I'm going back this weekend for Twilight Falls I can't get it out of my head! I just loved this collection. I want to try on Hot Spell as well.

  	I ended up with

  	Pillow Talk, Naked Space, Summer Haze and In the Sun.


----------



## Curly1908 (Jan 5, 2012)

Any pics, ladies?

  	I'm wondering what this collection looks like on brown skin, and I hate going to the counter/store with no idea of what I want.


----------



## afulton (Jan 6, 2012)

-


----------



## GucciGirl (Jan 6, 2012)

I only picked up Beach Sand and it is gorgeous with BBQ lipliner.


----------



## Copperhead (Jan 6, 2012)

GucciGirl said:


> I only picked up Beach Sand and it is gorgeous with BBQ lipliner.



 	I'll have to try it with BBQ. Last night I tried it with Cork lipliner and a little bit of C-Thru lipglass on top and I thought it was really pretty.

  	Guccigirl you're responsible for me buying Sephora's #20 Dolce Nude lipstick. When you first got it you mentioned it in one of your yt vids. I still love it!


----------



## 2browneyes (Jan 6, 2012)

I swatched beach sand...may end up getting it.


----------



## Copperhead (Jan 6, 2012)

2browneyes said:


> I swatched beach sand...may end up getting it.

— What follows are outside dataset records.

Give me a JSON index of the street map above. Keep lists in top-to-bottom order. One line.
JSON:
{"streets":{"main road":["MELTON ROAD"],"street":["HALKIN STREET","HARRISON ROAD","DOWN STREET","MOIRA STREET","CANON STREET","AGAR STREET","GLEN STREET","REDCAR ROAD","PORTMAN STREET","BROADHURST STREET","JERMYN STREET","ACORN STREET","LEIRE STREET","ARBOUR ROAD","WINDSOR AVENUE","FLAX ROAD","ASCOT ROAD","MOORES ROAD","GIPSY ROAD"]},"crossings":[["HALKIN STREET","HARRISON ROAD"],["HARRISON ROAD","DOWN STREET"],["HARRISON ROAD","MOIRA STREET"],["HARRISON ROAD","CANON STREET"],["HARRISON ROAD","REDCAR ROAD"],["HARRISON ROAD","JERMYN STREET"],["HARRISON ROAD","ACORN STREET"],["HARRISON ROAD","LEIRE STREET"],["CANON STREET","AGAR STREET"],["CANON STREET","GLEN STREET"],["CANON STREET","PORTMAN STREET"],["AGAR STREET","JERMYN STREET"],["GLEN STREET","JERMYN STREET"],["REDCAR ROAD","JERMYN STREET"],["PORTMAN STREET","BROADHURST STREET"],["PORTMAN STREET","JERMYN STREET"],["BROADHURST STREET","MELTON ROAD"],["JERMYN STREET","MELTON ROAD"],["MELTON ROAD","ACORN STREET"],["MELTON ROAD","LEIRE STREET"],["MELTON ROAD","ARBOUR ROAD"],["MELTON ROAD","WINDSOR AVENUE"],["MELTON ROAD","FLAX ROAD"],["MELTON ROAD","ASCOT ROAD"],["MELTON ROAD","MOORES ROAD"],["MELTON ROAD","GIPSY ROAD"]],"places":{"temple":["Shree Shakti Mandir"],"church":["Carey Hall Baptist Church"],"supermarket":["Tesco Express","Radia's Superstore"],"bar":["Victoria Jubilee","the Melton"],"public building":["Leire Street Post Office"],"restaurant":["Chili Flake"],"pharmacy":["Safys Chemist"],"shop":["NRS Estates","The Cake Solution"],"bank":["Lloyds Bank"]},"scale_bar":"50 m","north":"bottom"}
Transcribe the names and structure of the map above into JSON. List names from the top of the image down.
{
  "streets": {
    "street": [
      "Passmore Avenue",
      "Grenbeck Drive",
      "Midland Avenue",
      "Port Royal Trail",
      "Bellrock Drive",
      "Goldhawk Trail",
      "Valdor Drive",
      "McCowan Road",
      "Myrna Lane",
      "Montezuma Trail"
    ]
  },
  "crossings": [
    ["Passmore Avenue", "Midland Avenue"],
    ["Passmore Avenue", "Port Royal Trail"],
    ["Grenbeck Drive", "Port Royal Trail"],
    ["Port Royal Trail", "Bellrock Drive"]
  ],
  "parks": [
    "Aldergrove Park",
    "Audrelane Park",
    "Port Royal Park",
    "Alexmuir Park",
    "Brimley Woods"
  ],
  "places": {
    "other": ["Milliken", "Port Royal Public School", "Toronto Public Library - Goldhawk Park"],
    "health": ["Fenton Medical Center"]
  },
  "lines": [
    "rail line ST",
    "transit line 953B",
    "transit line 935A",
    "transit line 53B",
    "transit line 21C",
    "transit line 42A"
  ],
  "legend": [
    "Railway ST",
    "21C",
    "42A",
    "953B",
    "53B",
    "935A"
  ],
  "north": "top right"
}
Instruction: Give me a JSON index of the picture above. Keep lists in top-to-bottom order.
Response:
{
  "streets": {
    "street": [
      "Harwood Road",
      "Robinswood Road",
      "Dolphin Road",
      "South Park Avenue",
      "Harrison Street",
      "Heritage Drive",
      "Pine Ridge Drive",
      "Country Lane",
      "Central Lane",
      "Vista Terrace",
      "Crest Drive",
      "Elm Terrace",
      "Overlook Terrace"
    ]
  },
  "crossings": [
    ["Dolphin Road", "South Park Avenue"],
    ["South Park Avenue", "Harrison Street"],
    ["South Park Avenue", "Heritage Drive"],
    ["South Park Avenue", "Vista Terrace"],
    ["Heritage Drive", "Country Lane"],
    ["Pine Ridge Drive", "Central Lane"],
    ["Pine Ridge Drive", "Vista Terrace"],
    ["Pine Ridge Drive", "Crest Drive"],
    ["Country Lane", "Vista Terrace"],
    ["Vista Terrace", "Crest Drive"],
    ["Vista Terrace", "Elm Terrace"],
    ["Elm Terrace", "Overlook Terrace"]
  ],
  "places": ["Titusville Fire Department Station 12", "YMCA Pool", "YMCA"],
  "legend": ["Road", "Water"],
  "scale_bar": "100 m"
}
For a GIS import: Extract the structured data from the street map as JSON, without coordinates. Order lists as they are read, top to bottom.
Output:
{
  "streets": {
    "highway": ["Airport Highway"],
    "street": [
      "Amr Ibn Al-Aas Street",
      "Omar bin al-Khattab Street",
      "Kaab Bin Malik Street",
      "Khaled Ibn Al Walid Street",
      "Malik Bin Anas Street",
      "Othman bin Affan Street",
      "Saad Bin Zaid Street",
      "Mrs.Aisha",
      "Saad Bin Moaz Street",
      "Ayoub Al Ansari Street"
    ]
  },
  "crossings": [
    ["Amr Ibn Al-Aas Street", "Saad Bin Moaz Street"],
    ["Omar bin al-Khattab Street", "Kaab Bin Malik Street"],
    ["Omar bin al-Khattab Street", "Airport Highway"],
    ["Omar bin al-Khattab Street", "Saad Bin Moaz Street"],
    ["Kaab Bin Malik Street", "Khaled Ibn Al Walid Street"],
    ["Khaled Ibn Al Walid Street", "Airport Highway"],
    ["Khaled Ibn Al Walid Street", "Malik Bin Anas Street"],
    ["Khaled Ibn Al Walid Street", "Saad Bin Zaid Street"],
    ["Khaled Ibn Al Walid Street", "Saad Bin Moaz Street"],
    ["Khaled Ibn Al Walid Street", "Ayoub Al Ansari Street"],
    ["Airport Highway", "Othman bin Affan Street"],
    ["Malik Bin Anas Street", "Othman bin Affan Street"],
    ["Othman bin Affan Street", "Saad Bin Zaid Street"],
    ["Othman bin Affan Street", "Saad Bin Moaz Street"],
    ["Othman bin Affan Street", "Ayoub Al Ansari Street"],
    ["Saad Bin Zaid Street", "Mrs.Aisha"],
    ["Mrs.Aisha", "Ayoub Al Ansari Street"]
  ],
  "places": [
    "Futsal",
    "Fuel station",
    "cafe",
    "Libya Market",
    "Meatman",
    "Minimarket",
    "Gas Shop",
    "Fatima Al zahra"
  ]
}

	If you like nudes you'll probably like Beach Sand. I absolutely love nudes. I want to try Naked Space lipglass on top of it too. It's pretty on its own though.


----------



## sugypop1 (Jan 6, 2012)

I got:

  	A Perfect Day lipstick x2
  	Pillow Talk x2
  	Beach Sand
  	and the 286 brush

  	I'm really surprised at how nice Beach Sand looked on me (NC 43-44 for comparison). I thought I'd had to "work it" with a liner or something but it looked good by itself. I love nude lip colors as well, it's all I like to wear on my lips. I think I may want Hot Spell lipglass though.


----------



## bobbiedoll03 (Jan 7, 2012)

I will for sure be grabbing a lipstick..not sure if I am getting A perfect  day, pillow talk, or beach sand. I have limited myself to one lipstick and one blush from this collection. Early Morning is calling my name and Warm Honey is so pretty too.


----------



## kimbunney (Jan 8, 2012)

Here are some swatches. The MES swatches don't do them justice they are so beautiful! I swatched all of them dry as well. I love all of them, I kind of want to go back and get Daylight but I keep thinking its similar to a color from the UD 15th palette but I could be wrong and might go back and pick that up this coming week. I just loved this collection. 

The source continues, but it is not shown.